Another technology commonly employed at the end of one’s life is mechanical ventilation. Typically ventilation is used in critically ill patients to aid in the breathing process. The most common means of mechanical ventilation is via non-invasive positive pressure ventilation. In this case, a face mask or nasal mask provides oxygen to the patient in regulated pressure levels, to imitate the respiratory cycle. Most patients in need of mechanical ventilation suffer from respiratory failure or acute respiratory distress syndrome (ARDS). Patients suffering from chronic obstructive pulmonary disease (COPD) also are subject to mechanical ventilation treatments. Mechanical ventilation historically has worked very well for patients that simply need help breathing and have no underlying conditions; however, there are potential risks associated with utilizing mechanical ventilation when other comorbidities (diseases aside from the primary disease of the patient) are at stake. Using mechanical ventilation can frequently cause patients to contract pneumonia, and on rare occasions, ventilation tubes can be accidentally pulled or removed from the patient, causing problems. Therefore, some studies recommend tracheostomy in patients that are critically ill; since these patients will likely be on mechanical ventilation in a hospital setting for the remainder of their lives, implementing tracheostomy leaves less chance for the spread of air-borne diseases. Employing tracheostomy has shown potential to lessen time spent in the ICU (5 days vs. 16 days for ventilated patients) as well as a lower mortality rate (32% vs. 62% for ventilated patients). One component to bear in mind with regards to tracheostomy, however, is that following tracheostomy it will be necessary for the patient to receive artificial feeding as well.

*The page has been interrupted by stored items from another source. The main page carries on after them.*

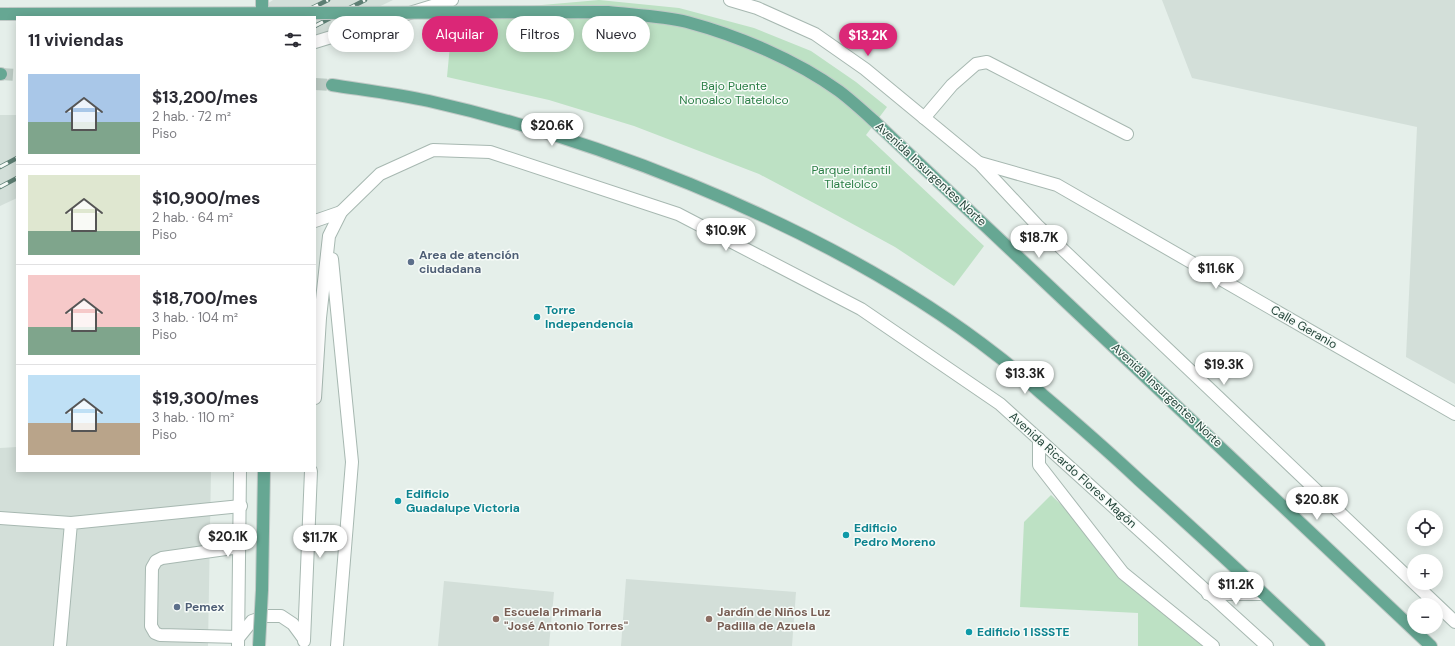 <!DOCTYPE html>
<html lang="es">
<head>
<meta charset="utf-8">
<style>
	:root { --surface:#fff; --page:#f2f2f3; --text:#2b2b33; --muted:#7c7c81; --line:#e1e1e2; --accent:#db2777 }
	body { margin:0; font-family:"DM Sans",sans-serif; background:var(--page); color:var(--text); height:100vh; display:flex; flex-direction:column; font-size:15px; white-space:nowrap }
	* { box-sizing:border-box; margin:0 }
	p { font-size:13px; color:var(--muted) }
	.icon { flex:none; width:22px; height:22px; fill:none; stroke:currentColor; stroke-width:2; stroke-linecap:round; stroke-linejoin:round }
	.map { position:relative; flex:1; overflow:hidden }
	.panel { position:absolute; left:16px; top:16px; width:300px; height:456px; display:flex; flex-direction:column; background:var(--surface); border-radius:0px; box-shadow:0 2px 10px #0003 }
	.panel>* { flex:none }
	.top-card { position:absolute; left:328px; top:16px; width:380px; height:36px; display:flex; gap:8px }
	.tools { position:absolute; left:1407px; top:510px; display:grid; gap:8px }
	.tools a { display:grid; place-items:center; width:36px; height:36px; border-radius:50%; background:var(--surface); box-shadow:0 2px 10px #0003; font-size:20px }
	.price { position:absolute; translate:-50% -34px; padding:0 9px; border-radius:14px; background:#fff; color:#222; font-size:13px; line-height:26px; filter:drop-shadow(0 1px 2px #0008) }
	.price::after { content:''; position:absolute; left:50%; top:24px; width:12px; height:9px; margin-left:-6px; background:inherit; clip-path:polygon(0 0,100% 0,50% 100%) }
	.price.selected { background:var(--accent); color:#fff }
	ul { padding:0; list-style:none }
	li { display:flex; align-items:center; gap:12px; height:100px; padding:0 12px }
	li+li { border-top:1px solid var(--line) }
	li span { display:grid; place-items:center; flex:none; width:112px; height:80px; border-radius:0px; color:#555 }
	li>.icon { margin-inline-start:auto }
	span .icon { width:48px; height:48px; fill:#fffc; stroke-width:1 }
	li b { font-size:17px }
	h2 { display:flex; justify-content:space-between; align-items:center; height:48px; padding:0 12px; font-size:17px }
	.chip { padding:0 14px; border-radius:18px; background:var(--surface); box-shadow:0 2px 10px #0003; font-size:14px; line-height:36px }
	.chip.selected { background:var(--accent); color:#fff }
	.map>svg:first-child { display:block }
</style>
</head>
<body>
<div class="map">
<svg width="1455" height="646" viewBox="0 0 1455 646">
	<rect width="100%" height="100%" fill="#e5efea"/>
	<g fill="#d3dfd9">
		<polygon points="273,0 393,0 315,38 315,17 247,17"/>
		<polygon points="1162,0 1455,0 1455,384 1406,357 1417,127 1192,78"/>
		<polygon points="0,115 17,115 17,198 0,206"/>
		<polygon points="17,447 17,471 211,471 208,646 0,646 0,448"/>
		<polygon points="626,579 796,592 792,646 621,646"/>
		<polygon points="444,581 554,592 549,646 438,646"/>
	</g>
	<g fill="#bde1c4">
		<polygon points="599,0 679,8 754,28 811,51 856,82 887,107 866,135 984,246 954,286 895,247 827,210 759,174 634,126 549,100 447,77 452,24 519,7"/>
		<polygon points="1051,495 1210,646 1138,646 1138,613 1020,607 1024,522"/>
	</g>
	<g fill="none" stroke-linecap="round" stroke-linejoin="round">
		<g stroke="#becdc6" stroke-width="12" stroke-dasharray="12 6" stroke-linecap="butt">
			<polyline points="1,74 17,75"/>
			<polyline points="315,84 332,85"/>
		</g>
		<g stroke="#a7b8b1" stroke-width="14">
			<g id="minor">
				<polyline points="730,0 757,8 815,34 865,69 979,163 1037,225 1455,622"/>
				<polyline points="315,42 452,0"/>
				<polyline points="924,118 952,85 976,64 987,62 1127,134"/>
				<polyline points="980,163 1057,185 1455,414"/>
				<polyline points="315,221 341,212"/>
				<polyline points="332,259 352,462 337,646"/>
				<polyline points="315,398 320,318 329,236 341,212 380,174 433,150 490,152 678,214 861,309 1000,404 1267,646"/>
				<polyline points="1039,439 1039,465 1123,573 1213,646"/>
				<polyline points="0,518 71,523"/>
				<polyline points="240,547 162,558 156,561 152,568 151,626 155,633 160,635 239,637 252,621 266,616 281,616 293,624 304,639"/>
				<polyline points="1208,594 1263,594"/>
				<polyline points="304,641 311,471"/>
				<polyline points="60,646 71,523 241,506"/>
				<polyline points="238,646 240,471"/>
			</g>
		</g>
		<g stroke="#c1cac7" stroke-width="14">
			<g id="major">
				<polyline points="0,74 1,74"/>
				<path d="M332 85C364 90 397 94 429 101 518 121 606 150 690 184 800 229 906 284 999 357 1015 369 1029 383 1043 395 1076 423 1108 451 1139 480 1200 535 1260 590 1319 646"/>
				<polyline points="874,121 1431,646"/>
			</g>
		</g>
		<use href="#minor" stroke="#fff" stroke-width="12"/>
		<use href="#major" stroke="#66a793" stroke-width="12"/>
		<g stroke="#5d7e73" stroke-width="4.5">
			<g id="rail">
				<polyline points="294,17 328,0"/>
				<polyline points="315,26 365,0"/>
				<polyline points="0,167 17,158"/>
				<polyline points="0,187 17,178"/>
			</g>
		</g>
		<use href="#rail" stroke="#f6fbf8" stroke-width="3" stroke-dasharray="9" stroke-linecap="butt"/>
		<g stroke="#c1cac7" stroke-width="14" stroke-linecap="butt">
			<g id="major-bridge">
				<polyline points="262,0 262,17"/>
				<path d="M0 14 608 12C634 15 662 16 687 22 739 36 796 60 839 91 851 100 863 111 874 121"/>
				<polyline points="259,646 262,590 264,471"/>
			</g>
		</g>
		<use href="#major-bridge" stroke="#66a793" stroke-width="12"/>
	</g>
	<g fill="#5c6f8a" stroke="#f6fbf8" stroke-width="1.5">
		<circle cx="411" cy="262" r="4"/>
		<circle cx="177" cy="607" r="4"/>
	</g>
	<g fill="#0f9aa8" stroke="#f6fbf8" stroke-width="1.5">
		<circle cx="537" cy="317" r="4"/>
		<circle cx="398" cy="501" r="4"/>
		<circle cx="846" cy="535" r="4"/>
		<circle cx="969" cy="632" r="4"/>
	</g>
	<g fill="#8d6e63" stroke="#f6fbf8" stroke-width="1.5">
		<circle cx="496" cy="619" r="4"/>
		<circle cx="709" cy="619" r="4"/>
	</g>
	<g text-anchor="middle" stroke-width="3" stroke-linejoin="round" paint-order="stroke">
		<g font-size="12" fill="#297d44" stroke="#f6fbf8">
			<text x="734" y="90">Bajo Puente<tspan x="734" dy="14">Nonoalco Tlatelolco</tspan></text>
			<text x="851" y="174">Parque infantil<tspan x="851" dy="14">Tlatelolco</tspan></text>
		</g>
		<g font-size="12" fill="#224338" stroke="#f6fbf8">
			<text transform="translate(931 174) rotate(43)" y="4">Avenida Insurgentes Norte</text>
			<text transform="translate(1304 327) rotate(30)" y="4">Calle Geranio</text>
			<text transform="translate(1167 395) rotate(43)" y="4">Avenida Insurgentes Norte</text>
			<text transform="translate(1073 470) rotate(42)" y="4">Avenida Ricardo Flores Magón</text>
		</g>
		<g font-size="12" font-weight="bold" fill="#4e5e75" stroke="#f6fbf8" text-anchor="start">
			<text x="419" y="259">Area de atención<tspan x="419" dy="14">ciudadana</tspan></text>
			<text x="185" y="611">Pemex</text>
		</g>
		<g font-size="12" font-weight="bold" fill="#0d838f" stroke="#f6fbf8" text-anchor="start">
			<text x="545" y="314">Torre<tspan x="545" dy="14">Independencia</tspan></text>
			<text x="406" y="498">Edificio<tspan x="406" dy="14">Guadalupe Victoria</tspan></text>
			<text x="854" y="532">Edificio<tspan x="854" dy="14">Pedro Moreno</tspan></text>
			<text x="977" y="636">Edificio 1 ISSSTE</text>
		</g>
		<g font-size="12" font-weight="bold" fill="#785e54" stroke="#f6fbf8" text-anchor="start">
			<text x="504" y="616">Escuela Primaria<tspan x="504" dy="14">"José Antonio Torres"</tspan></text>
			<text x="717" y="616">Jardín de Niños Luz<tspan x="717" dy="14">Padilla de Azuela</tspan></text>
		</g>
	</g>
</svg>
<div class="tools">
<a><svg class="icon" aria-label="locate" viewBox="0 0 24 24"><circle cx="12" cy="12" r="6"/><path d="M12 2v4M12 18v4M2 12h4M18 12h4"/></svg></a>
<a>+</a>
<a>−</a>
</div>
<b class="price selected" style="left:868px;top:57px">$13.2K</b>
<b class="price" style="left:552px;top:147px">$20.6K</b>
<b class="price" style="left:726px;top:252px">$10.9K</b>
<b class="price" style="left:1039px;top:259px">$18.7K</b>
<b class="price" style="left:1216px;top:290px">$11.6K</b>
<b class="price" style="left:1224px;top:386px">$19.3K</b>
<b class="price" style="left:1025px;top:395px">$13.3K</b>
<b class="price" style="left:1317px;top:521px">$20.8K</b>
<b class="price" style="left:228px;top:558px">$20.1K</b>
<b class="price" style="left:320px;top:559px">$11.7K</b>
<b class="price" style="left:1236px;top:606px">$11.2K</b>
<div class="top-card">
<a class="chip">Comprar</a>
<a class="chip selected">Alquilar</a>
<a class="chip">Filtros</a>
<a class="chip">Nuevo</a>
</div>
<section class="panel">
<h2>11 viviendas<svg class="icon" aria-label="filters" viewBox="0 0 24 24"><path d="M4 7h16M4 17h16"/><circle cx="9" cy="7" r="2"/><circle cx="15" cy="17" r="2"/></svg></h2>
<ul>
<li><span style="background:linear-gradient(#a9c7e8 60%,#7fa58c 0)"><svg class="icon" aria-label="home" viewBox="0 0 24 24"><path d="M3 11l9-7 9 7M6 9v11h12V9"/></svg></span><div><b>$13,200/mes</b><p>2 hab. · 72 m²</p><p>Piso</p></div></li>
<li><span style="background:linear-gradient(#dfe7d0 70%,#7fa58c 0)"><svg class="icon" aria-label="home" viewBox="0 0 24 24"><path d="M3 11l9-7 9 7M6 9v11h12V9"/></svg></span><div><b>$10,900/mes</b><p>2 hab. · 64 m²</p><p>Piso</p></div></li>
<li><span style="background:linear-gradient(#f6c9c9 65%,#7fa58c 0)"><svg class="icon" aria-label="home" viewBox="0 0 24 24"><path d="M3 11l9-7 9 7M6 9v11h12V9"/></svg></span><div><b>$18,700/mes</b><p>3 hab. · 104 m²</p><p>Piso</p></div></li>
<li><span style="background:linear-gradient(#bfe0f5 60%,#b9a48a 0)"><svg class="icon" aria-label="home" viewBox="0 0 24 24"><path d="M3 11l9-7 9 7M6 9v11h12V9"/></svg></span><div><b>$19,300/mes</b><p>3 hab. · 110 m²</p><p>Piso</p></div></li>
</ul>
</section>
</div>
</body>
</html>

Artificial feeding is the means of nourishing a patient via a tube through the nose which reaches the stomach or a surgically inserted tube through the skin to the stomach wall. Feeding tubes generally deliver water and nutrients to a patient, but may also be used for drug delivery as well. In cases where a patient is physically unable to eat, due to a tracheostomy or other physical disability, artificial feeding is a means for patients to receive the food needed to continue living. However, in cases where a patient does not have an appetite, artificial feeding is viewed by some as “prolonging death” rather than extending life. This is because as the body begins shutting down when it nears the end of life, it no longer needs as many nutrients, so a loss in appetite is considered natural. In fact, artificial feeding could actually cause the patient more pain, as more water in the patient’s system could cause more congestion, making breathing more difficult. The added water could also create pressure buildup around tumors. Many people are under the assumption that without artificial feeding, a patient would starve to death; this is not true. At this stage in life, opting out of artificial feeding would not cause starvation or pain; occasionally dehydration can occur in patients, but it typically presents itself in the form of dry mouth, not in intense thirst.